Discovering the World Wide Web

If you have used a network file server of any kind, you know the convenience of being able to access files that reside at a shared location. Using a word-processing application that runs on your computer, you can easily open a document that physically resides on the file server.

Now, imagine a word processor that enables you to open and view a document that resides on any computer on the Internet. You can view the document in its full glory, with formatted text and graphics. If the document makes a reference to another document (possibly one that resides on yet another computer), you can open that linked document by clicking the reference. That kind of easy access to distributed documents is essentially what the Web provides.

Of course, the documents have to be in a standard format, so that any computer (with appropriate Web software) can access and interpret them. In addition, a standard protocol is necessary for transferring Web documents from one system to another.

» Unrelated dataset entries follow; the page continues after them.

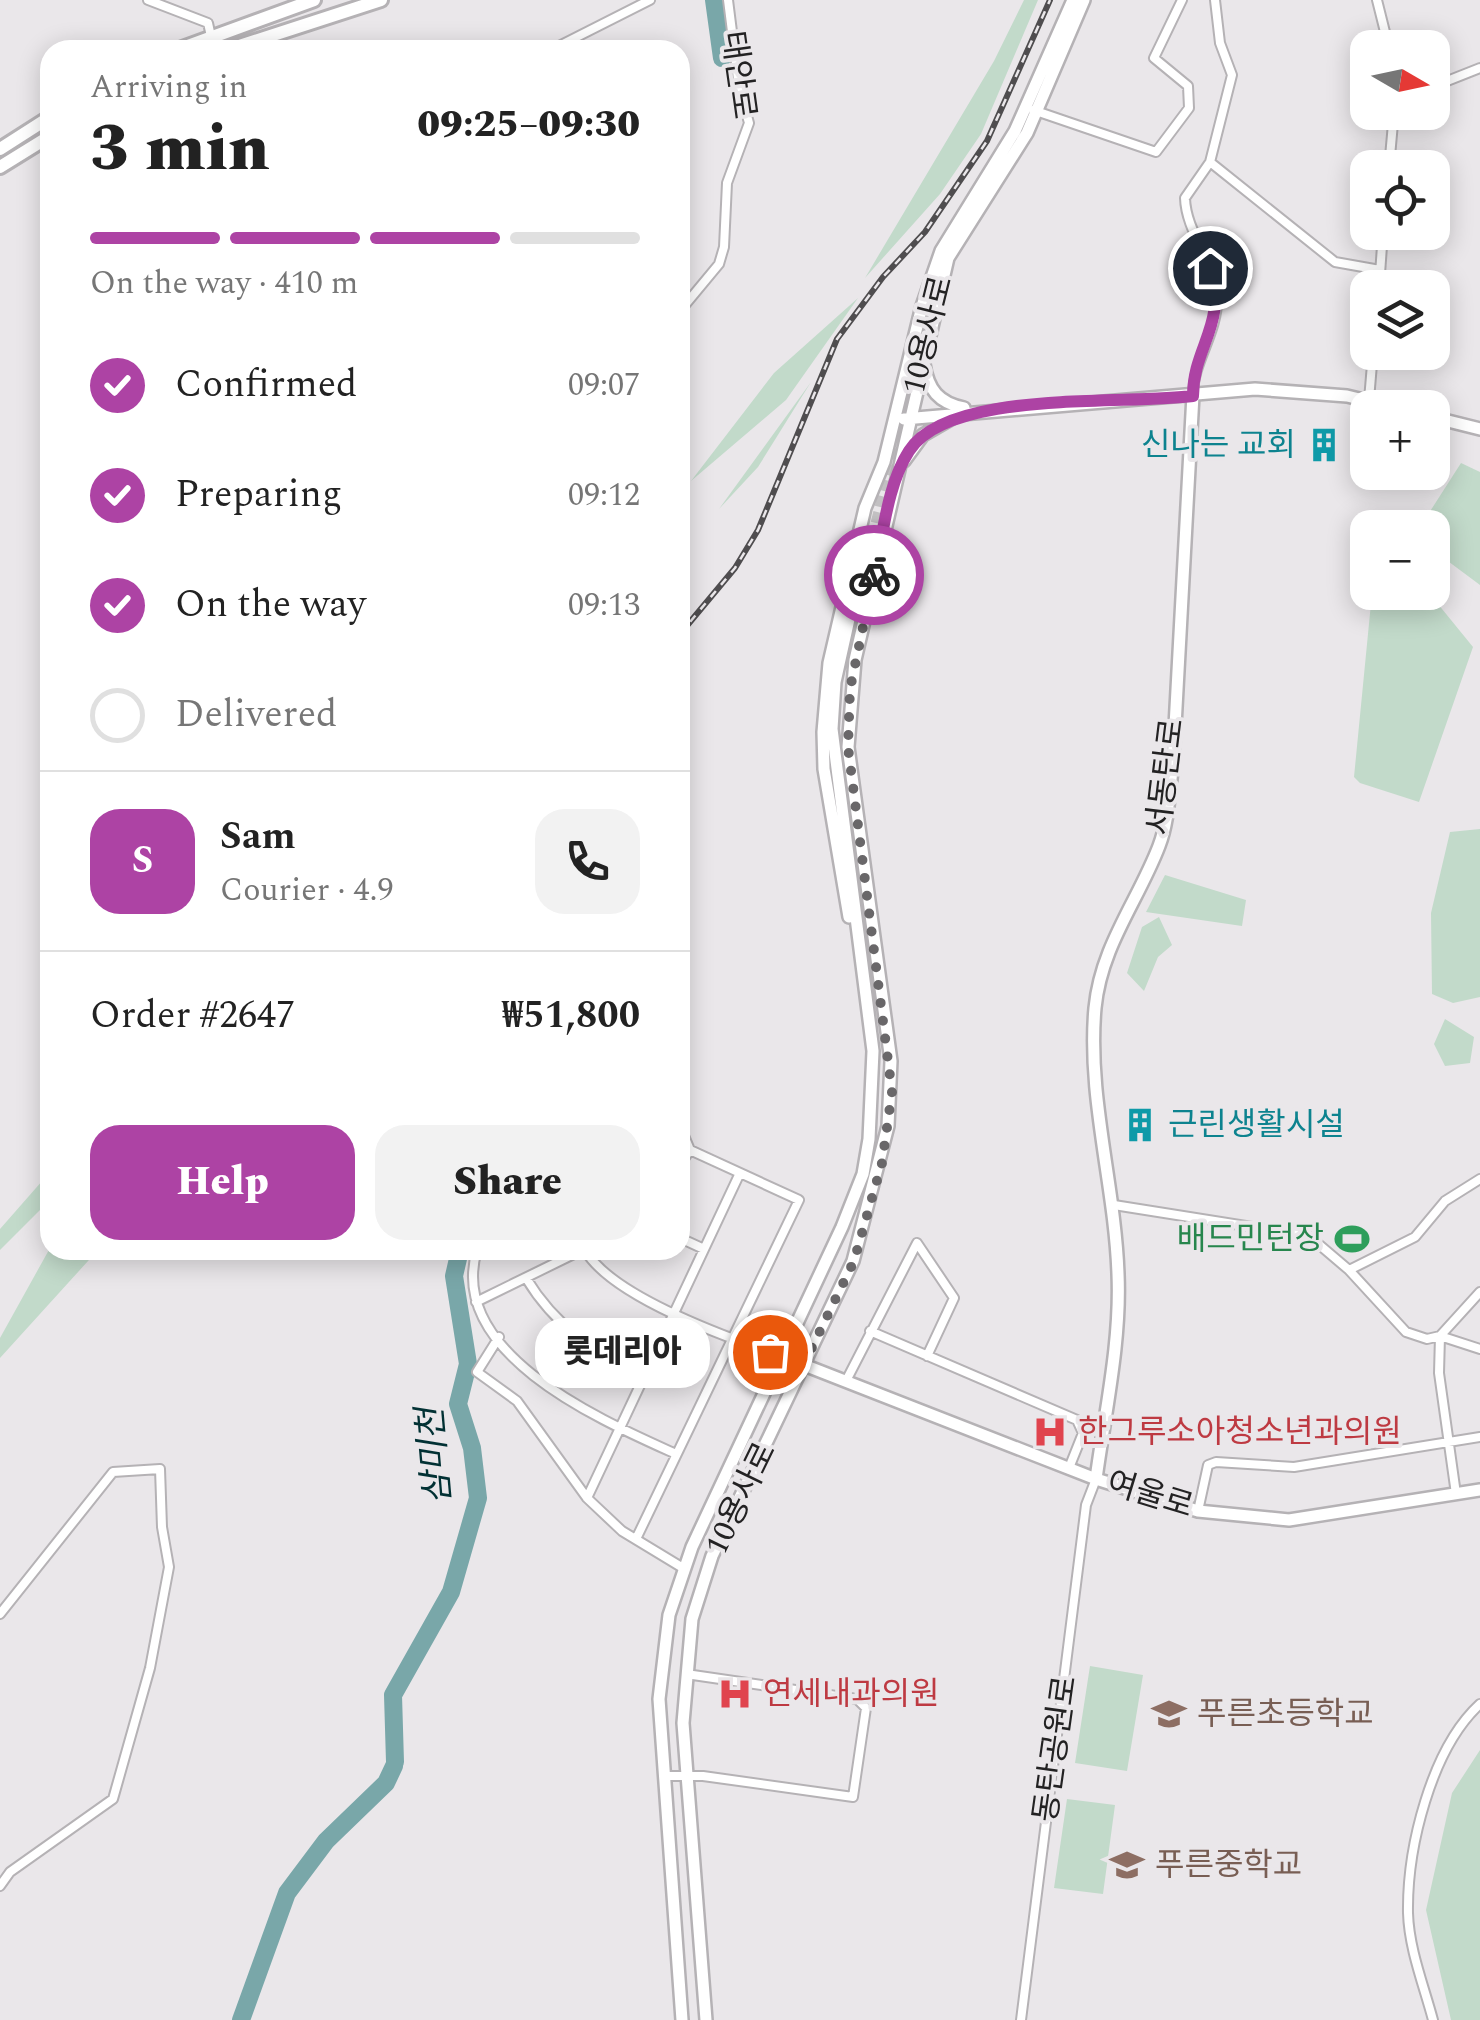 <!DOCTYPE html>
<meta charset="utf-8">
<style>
:root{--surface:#fff;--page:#f2f2f2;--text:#222;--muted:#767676;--line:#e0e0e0;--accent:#ad43a4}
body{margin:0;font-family:Spectral,"Noto Sans KR",serif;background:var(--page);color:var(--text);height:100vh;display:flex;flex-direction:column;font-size:38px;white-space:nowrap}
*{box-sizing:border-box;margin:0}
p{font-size:32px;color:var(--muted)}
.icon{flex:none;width:55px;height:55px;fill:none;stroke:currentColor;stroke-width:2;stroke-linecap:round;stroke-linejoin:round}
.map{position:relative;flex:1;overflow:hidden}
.side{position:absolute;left:40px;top:40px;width:650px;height:1220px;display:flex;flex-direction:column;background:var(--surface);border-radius:30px;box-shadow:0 5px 25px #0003}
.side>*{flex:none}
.needle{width:65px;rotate:99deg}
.tools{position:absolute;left:1350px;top:30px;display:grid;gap:20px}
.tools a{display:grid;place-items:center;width:100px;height:100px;border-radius:20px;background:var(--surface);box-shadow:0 5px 25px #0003;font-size:50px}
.pin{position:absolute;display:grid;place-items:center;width:85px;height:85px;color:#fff;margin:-42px;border:5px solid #fff;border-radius:50%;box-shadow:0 2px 10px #0007}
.courier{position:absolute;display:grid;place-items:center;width:100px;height:100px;margin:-50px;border:8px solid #ad43a4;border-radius:50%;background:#fff;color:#222;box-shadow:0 2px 12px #0007}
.bubble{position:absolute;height:70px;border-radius:30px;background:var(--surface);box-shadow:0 5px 25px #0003;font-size:32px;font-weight:800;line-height:70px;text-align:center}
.headline em{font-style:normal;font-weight:800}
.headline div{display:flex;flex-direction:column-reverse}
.headline{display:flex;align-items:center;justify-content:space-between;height:170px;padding:0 50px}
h1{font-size:65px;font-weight:800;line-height:75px}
.bar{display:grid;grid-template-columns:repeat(4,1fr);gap:15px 10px;align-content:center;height:120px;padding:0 50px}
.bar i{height:12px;border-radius:8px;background:var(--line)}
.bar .selected{background:var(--accent)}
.bar p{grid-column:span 4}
.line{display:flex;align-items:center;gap:25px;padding:0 50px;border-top:2px solid var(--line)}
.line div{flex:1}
.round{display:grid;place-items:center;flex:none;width:105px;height:105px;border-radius:30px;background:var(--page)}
ol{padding:0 50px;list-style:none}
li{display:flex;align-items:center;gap:30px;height:110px}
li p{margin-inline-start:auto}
li .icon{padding:10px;border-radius:50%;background:var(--accent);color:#fff;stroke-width:4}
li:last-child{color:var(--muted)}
li i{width:55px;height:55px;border:5px solid var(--line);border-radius:50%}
.cta{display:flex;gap:20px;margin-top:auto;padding:20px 50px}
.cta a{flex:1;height:115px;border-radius:30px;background:var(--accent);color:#fff;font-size:40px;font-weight:800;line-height:115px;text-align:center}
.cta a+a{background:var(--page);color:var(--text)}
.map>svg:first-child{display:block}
.green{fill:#c2daca}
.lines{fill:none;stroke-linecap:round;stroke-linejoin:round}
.river{stroke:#79a7a9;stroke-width:18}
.secondary-tunnel{stroke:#c2c0c2;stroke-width:11;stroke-dasharray:11 5.5;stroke-linecap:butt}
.street-casing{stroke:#b5b2b5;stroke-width:12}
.secondary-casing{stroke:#b5b2b5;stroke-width:16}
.primary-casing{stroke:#b5b2b5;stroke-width:18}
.street{stroke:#fff;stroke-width:8}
.secondary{stroke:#fff;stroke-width:11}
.primary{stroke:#fff;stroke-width:12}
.rail-casing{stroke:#4f4d4f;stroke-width:6}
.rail{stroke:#eae7ea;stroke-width:2.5;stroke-dasharray:8;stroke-linecap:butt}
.done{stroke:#696769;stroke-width:10;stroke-dasharray:0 18}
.route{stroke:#ad43a4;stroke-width:12}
.labels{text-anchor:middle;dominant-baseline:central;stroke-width:8;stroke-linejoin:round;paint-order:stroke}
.street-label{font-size:32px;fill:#232223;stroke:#eae7ea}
.culture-label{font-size:32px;fill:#0d838f;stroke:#eae7ea;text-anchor:end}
.leisure-label{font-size:32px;fill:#27864d;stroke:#eae7ea;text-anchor:end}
.health-label{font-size:32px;fill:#be3a42;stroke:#eae7ea;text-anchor:start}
.education-label{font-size:32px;fill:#785e54;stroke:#eae7ea;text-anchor:start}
.water-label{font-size:35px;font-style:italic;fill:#023134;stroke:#eae7ea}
</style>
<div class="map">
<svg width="1480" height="2020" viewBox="0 0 1480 2020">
<rect width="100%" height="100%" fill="#eae7ea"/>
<path class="green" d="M1024 0H1038L981 134 940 194 865 278 994 61Z
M858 298 786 400 691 481 774 373Z
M811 382 758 467 719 509Z
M1461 463 1480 472V585L1433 550 1432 528 1420 527Z
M1372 593H1429L1473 647 1419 802 1360 783 1354 777Z
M1480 829V997L1453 1003 1432 994 1431 913 1450 832Z
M1165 875 1246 900 1242 926 1146 912Z
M1159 917 1172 945 1158 957 1144 991 1127 973 1142 927Z
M1445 1019 1474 1037 1470 1063 1445 1066 1434 1044Z
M50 1172V1200L0 1250V1229Z
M50 1248 98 1250 0 1358V1338Z
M1090 1666 1143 1675 1127 1771 1075 1763Z
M1480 1750V2020H1451L1426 1910 1452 1793Z
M1067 1799 1115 1805 1103 1894 1054 1888Z"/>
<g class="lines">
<path class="river" d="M714 0 722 58
M395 1762 393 1695 451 1592 478 1498 472 1448 458 1404 468 1364 454 1276 460 1250
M241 2020 287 1893 326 1841 386 1783 394 1766"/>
<path class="secondary-tunnel" d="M1016 139 1034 102
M872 539 940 271"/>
<g class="street-casing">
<path id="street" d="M148 0 208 23 214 50
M1377 0 1389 48
M551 50 650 0
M1432 87 1480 68
M1033 110 1156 152 1189 108 1188 86 1154 58 1182 0
M1210 162 1335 262 1380 270
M1389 168 1394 112
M1379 288 1383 232
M680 311 719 264 724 247 727 183 749 123 739 87 728 0
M1193 395C1193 361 1219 332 1217 296 1215 261 1186 233 1185 198L1210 162 1232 75 1220 43 1215 0
M1369 400 1373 352
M680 1165 690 1150
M1114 1205 1309 1236 1349 1270 1406 1332 1427 1339 1440 1336 1480 1292
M680 1238 704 1249
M477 1250C446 1354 603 1421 676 1454
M585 1250C612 1297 728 1338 781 1356
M1349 1270 1415 1237 1445 1201 1480 1179
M526 1278C555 1326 595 1353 645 1376
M476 1302 582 1250
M870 1331 1077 1420 1083 1433 1069 1468
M499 1337 477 1372 517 1401 587 1498 622 1531 683 1568
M847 1379 917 1243 954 1298 927 1356
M1456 1494 1439 1373 1440 1336 1480 1349
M587 1498 739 1175
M1198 1511 1208 1465 1216 1462 1294 1467 1480 1437
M636 1539 799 1200 690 1150 680 1126
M0 1614 113 1472 160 1469 162 1527 169 1567 150 1668 113 1799 10 1872 0 1886
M664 1776H703L853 1797 866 1708 857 1699 686 1674
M1021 2020 1086 1505 1096 1479
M1433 2020C1424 1986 1409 1949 1408 1913 1407 1848 1431 1749 1480 1704"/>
</g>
<g class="secondary-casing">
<path id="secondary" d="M924 364C928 390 939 403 964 408
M1432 417 1480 429
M904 419 1255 389 1347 396 1397 408
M904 461 923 435 956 416
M849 917 824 769 823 732 829 663 865 508 884 462 922 306 941 251 1015 131 1073 0
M781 1356 1096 1479 1198 1511 1289 1520 1480 1490
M1096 1479C1105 1412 1121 1342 1118 1274 1115 1185 1087 1097 1095 1008 1101 946 1138 901 1159 846 1169 820 1169 790 1173 763L1193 395
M682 2020 659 1699 669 1615 692 1547 842 1227 863 1174 869 1139 873 1051 832 729 835 682 867 538
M706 2020 683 1723 692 1619 712 1556 853 1261 888 1126 891 1061 848 747 855 660 948 258 1027 133 1084 0"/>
</g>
<g class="primary-casing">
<path id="primary" d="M177 50 314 0
M227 50 381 0
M0 149 50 117
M0 167 50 136"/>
</g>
<use href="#street" class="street"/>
<use href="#secondary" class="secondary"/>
<use href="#primary" class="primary"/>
<g class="rail-casing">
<path id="rail" d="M680 634 735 568 758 530 837 339 883 277 925 232 987 141 1050 0"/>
</g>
<use href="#rail" class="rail"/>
</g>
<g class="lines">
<path class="done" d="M770 1352 804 1364 854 1261 882 1163 892 1092 848 747 850 689 874 575"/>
<path class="route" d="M874 575C883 536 887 485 909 451 948 389 1124 405 1193 396 1193 346 1228 324 1210 268"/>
</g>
<defs>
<g id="building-bare" transform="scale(2.7)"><path d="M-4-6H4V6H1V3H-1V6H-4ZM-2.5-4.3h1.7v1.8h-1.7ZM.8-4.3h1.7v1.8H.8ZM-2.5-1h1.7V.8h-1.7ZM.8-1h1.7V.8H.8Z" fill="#0f9aa8" stroke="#eae7ea" stroke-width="2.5" paint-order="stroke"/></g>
<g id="stadium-bare" transform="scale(2.7)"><path d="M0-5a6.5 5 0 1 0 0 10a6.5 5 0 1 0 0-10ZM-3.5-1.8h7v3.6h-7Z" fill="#2e9e5b" stroke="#eae7ea" stroke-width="2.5" paint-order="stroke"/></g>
<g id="hospital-bare" transform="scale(2.7)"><path d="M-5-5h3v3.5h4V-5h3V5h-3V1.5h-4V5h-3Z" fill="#e0444e" stroke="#eae7ea" stroke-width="2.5" paint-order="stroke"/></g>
<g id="school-bare" transform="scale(2.7)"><path d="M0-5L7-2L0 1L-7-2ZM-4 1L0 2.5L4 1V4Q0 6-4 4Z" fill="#8d6e63" stroke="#eae7ea" stroke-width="2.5" paint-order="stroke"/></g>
</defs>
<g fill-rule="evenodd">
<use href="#building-bare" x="1324" y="445"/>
<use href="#building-bare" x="1140" y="1125"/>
<use href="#stadium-bare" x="1352" y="1239"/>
<use href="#hospital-bare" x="1050" y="1432"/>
<use href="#hospital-bare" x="735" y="1694"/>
<use href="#school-bare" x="1169" y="1714"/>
<use href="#school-bare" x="1127" y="1865"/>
</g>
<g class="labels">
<g class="street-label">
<text transform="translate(738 75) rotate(82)">태안로</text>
<text transform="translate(928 335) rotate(-76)">10용사로</text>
<text transform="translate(1166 777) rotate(-83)">서동탄로</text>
<text transform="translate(1150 1495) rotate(17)">여울로</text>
<text transform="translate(741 1499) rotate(-64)">10용사로</text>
<text transform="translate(1056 1749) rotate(-82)">동탄공원로</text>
</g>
<g class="culture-label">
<text x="1296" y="445">신나는 교회</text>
<text x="1168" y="1125" text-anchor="start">근린생활시설</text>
</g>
<g class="leisure-label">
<text x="1324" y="1239">배드민턴장</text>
</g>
<g class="health-label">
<text x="1078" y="1432">한그루소아청소년과의원</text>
<text x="763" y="1694">연세내과의원</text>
</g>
<g class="education-label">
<text x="1197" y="1714">푸른초등학교</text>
<text x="1155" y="1865">푸른중학교</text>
</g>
<g class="water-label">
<text transform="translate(435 1456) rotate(-95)">삼미천</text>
</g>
</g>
</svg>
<div class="tools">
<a><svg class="needle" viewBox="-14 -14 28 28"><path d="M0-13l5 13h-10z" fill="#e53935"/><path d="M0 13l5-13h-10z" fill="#767676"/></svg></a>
<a><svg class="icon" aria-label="locate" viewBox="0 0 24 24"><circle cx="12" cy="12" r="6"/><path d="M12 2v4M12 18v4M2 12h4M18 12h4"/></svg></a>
<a><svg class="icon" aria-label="layers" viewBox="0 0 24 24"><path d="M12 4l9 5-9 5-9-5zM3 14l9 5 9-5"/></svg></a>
<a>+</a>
<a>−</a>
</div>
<div class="pin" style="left:770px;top:1352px;background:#ea580c"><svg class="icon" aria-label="bag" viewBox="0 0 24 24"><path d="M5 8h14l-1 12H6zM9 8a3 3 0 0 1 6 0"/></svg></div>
<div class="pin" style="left:1210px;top:268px;background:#1f2937"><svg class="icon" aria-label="home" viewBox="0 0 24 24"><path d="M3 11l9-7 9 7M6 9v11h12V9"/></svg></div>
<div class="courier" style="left:874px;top:575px"><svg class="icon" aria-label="bike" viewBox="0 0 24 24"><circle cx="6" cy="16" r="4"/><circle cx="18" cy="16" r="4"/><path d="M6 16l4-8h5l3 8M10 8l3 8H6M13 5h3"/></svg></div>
<div class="bubble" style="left:535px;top:1318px;width:175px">롯데리아</div>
<section class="side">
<div class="headline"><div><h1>3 min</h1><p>Arriving in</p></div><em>09:25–09:30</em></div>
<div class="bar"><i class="selected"></i><i class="selected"></i><i class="selected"></i><i></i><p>On the way · 410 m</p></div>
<ol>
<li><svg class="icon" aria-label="check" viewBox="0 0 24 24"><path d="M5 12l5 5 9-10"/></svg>Confirmed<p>09:07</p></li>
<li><svg class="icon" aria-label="check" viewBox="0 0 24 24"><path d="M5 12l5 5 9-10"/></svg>Preparing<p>09:12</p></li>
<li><svg class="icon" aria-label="check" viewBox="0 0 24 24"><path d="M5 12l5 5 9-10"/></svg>On the way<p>09:13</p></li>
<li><i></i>Delivered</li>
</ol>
<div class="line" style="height:180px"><b class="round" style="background:var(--accent);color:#fff">S</b><div><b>Sam</b><p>Courier · 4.9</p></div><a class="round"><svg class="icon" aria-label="phone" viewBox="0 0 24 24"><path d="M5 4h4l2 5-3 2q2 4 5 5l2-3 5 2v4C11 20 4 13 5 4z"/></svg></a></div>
<div class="line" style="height:130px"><div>Order #2647</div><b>₩51,800</b></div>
<div class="cta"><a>Help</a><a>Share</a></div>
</section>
</div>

The standard Web document format is HyperText Markup Language (HTML), and the standard protocol for exchanging Web documents is HyperText Transfer Protocol (HTTP).

Note

A Web server is the software that sends HTML documents (and other files as well) to any client that makes the appropriate HTTP requests. Typically, a Web browser is the client software that actually downloads an HTML document from a Web server and displays the contents graphically.

Observing Similarity to a Giant Spider Web

The World Wide Web is a combination of Web servers and HTML documents that contain a variety of information. Imagine the Web as a giant book whose pages are scattered throughout the Internet. You use a Web browser running on your computer to view the pages.

The Web pages-HTML documents-are linked by network connections that resemble a giant spider web, so you can see how the Web got its name. The 'World Wide' part refers to the fact that the Web pages are linked around the world.

Learning URLs

Like the pages of real books, Web pages contain text and graphics. Unlike the pages of real books, however, Web pages can contain multimedia information such as images, video clips, digitized sound, and cross-references, called links, that can actually take the user to the page referred to.

The links in a Web page are references to other Web pages. You follow (click) the links to go from one page to another. The Web browser typically displays these links as underlined text (in a different color) or as images. Each link is like an instruction to the reader-such as 'For more information, please consult Chapter 14'-that you might find in a real book. In a Web page, all you have to do is click the link, and the Web browser brings up the page referred to, even if it's on a different computer.

Note

The term hypertext refers to nonlinear organization of text (as opposed to the sequential, linear arrangement of text in most books or magazines). The links in a Web page are referred to as hypertext links; by clicking a link, you can jump to a different Web page, which is an example of nonlinear organization of text.

This arrangement raises a question. In a real book, you might ask the reader to go to a specific chapter or page. How does a hypertext link indicate the location of the Web page in question? Each Web page has a special name, called a Uniform Resource Locator (URL). A URL uniquely specifies the location of a file on a computer, as shown in Figure 14-1.

Figure 14-1: A Uniform Resource Locator (URL) Is Composed of Various Parts.

Note

The directory path in Figure 14-1 can contain several subdirectories as indicated by the slash.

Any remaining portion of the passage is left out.